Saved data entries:
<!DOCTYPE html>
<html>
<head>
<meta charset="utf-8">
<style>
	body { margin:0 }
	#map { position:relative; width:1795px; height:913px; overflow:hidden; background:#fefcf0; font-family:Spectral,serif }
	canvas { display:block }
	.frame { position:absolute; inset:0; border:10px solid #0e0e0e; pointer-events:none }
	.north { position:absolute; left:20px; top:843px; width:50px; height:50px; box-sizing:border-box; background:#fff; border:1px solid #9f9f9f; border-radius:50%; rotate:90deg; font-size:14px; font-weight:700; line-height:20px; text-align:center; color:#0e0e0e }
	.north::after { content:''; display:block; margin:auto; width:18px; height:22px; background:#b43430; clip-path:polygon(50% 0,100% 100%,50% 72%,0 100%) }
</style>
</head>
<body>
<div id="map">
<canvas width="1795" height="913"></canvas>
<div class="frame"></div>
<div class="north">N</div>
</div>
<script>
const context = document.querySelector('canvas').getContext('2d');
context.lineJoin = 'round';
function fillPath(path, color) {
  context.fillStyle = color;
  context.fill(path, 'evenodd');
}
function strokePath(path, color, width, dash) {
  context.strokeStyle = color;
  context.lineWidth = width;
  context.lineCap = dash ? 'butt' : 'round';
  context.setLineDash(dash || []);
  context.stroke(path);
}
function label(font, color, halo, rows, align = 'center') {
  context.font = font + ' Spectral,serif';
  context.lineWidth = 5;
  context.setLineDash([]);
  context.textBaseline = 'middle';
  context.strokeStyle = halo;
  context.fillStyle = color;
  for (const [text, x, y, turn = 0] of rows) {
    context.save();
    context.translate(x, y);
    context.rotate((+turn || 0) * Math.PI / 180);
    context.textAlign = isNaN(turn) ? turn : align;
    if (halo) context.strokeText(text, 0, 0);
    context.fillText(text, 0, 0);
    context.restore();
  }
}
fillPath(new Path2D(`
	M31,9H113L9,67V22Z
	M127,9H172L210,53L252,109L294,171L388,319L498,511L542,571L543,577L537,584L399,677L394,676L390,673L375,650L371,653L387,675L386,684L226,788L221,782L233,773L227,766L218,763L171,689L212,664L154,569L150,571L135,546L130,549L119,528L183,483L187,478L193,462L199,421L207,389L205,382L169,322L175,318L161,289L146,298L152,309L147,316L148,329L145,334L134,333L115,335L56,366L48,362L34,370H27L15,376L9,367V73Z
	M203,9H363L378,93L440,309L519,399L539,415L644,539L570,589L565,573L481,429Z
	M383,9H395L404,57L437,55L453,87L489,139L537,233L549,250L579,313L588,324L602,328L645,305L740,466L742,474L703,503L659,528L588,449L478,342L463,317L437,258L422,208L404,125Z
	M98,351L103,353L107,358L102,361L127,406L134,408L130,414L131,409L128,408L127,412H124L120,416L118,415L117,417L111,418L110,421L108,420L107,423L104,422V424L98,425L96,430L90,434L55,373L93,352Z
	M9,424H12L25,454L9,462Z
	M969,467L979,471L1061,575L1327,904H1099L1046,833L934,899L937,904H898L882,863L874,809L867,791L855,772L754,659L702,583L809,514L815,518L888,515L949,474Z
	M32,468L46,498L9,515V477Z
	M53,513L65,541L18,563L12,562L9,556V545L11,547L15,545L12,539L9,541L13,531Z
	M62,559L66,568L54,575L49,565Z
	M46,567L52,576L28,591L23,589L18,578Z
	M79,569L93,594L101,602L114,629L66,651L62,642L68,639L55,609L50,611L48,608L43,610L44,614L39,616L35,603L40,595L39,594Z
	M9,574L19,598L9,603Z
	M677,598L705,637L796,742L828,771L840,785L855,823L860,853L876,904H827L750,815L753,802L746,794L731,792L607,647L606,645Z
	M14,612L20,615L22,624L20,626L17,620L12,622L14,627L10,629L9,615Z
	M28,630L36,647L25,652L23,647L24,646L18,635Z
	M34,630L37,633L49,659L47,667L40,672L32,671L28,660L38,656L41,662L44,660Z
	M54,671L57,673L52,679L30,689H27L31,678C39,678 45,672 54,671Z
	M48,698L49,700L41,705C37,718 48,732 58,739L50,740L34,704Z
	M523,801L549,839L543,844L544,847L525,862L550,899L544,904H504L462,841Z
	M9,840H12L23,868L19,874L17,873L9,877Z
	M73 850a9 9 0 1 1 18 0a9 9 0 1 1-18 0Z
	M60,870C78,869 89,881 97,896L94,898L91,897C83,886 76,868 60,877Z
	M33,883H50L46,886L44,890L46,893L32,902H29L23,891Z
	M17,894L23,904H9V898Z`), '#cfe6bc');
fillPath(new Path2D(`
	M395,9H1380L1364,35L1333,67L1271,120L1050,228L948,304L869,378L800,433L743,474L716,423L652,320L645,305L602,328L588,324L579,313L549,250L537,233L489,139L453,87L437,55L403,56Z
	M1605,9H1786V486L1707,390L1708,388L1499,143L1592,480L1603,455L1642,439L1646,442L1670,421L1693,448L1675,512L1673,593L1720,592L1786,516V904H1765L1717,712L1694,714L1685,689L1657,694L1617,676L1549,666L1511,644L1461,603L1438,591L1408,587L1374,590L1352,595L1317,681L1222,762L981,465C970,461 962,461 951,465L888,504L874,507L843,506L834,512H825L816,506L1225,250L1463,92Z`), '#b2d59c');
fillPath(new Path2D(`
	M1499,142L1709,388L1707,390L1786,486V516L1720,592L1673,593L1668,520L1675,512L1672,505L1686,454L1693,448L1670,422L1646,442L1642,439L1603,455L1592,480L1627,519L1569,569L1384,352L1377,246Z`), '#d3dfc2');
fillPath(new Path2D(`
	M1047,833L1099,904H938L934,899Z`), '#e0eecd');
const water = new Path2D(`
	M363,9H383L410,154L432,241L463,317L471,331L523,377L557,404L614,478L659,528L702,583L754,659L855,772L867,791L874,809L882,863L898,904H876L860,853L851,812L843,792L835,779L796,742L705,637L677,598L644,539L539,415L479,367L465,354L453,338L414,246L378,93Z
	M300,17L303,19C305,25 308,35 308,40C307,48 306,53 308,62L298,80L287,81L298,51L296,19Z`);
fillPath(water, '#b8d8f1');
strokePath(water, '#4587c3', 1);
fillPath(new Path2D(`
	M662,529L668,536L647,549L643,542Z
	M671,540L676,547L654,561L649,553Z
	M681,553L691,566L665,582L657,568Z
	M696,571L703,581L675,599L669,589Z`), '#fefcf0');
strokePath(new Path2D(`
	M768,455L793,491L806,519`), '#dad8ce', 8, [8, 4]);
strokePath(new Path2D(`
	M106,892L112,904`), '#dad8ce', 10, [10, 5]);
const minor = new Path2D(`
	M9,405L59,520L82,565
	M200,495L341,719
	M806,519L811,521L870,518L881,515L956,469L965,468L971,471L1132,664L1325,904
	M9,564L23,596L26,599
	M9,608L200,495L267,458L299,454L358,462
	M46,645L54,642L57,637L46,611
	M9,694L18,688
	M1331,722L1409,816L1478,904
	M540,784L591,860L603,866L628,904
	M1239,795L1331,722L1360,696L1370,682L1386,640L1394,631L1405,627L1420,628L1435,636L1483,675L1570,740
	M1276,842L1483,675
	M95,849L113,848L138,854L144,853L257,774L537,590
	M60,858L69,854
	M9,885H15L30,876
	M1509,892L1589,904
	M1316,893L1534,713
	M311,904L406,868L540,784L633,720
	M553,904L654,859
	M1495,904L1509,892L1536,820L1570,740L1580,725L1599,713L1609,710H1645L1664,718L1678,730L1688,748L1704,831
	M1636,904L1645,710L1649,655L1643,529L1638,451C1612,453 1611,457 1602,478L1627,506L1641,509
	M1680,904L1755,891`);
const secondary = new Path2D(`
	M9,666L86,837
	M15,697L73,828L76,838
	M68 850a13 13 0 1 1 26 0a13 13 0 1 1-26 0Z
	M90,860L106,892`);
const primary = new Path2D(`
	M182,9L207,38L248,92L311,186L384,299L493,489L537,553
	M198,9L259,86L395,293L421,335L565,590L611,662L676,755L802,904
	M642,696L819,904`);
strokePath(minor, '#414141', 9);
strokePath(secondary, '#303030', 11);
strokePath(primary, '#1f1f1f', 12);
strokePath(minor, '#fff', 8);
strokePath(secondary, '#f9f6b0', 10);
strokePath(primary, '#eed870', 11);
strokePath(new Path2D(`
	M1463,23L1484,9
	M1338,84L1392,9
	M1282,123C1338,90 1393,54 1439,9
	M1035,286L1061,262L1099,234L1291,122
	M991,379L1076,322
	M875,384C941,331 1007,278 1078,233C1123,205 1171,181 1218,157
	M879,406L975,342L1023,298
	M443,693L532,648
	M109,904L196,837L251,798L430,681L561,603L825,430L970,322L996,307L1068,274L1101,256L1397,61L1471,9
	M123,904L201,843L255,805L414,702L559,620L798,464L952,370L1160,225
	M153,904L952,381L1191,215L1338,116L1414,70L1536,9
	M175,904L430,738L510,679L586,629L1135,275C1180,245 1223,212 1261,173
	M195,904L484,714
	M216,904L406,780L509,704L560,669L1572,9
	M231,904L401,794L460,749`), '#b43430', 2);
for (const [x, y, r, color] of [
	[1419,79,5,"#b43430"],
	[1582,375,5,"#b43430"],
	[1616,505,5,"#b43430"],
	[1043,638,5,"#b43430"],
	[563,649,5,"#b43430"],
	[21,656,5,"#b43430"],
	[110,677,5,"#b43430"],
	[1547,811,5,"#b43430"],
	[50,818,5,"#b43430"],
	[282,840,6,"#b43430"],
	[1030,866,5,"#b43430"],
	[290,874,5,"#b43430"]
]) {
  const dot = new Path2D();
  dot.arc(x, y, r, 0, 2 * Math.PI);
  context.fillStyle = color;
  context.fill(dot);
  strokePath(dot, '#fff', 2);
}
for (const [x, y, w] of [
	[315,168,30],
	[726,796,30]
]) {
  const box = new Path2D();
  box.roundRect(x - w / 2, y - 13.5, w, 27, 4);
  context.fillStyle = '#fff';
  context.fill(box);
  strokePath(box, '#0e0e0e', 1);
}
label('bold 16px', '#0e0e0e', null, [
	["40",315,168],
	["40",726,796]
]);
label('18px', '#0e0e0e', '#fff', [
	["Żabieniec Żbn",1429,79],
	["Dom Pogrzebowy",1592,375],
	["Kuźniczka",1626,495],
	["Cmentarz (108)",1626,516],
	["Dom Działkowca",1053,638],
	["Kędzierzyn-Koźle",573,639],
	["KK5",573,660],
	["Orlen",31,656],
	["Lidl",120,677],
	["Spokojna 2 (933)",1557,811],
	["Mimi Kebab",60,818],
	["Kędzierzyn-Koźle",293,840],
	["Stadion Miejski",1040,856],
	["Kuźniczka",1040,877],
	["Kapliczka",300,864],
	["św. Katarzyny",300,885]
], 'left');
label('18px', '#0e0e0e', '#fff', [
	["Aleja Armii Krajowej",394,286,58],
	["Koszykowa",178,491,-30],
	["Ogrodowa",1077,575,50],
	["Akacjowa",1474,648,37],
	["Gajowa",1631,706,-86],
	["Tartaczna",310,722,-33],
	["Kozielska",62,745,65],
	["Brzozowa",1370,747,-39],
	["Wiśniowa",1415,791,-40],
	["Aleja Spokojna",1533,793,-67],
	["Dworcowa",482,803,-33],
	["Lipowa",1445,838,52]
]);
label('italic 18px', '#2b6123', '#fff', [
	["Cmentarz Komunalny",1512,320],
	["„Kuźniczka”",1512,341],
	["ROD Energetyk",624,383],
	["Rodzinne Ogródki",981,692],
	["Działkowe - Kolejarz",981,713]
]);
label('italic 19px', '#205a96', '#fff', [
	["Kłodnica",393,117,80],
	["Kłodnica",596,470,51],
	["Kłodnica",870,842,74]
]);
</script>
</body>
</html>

■ ASSIGNMENT
Out of the entries above, write out only the lines between the line holding "function label(font, color, halo, rows, align" and the line holding "if (halo) context.strokeText(text, 0, 0);", inclusive, each exactly as given.

■ RESULT OF THIS EXERCISE
function label(font, color, halo, rows, align = 'center') {
  context.font = font + ' Spectral,serif';
  context.lineWidth = 5;
  context.setLineDash([]);
  context.textBaseline = 'middle';
  context.strokeStyle = halo;
  context.fillStyle = color;
  for (const [text, x, y, turn = 0] of rows) {
    context.save();
    context.translate(x, y);
    context.rotate((+turn || 0) * Math.PI / 180);
    context.textAlign = isNaN(turn) ? turn : align;
    if (halo) context.strokeText(text, 0, 0);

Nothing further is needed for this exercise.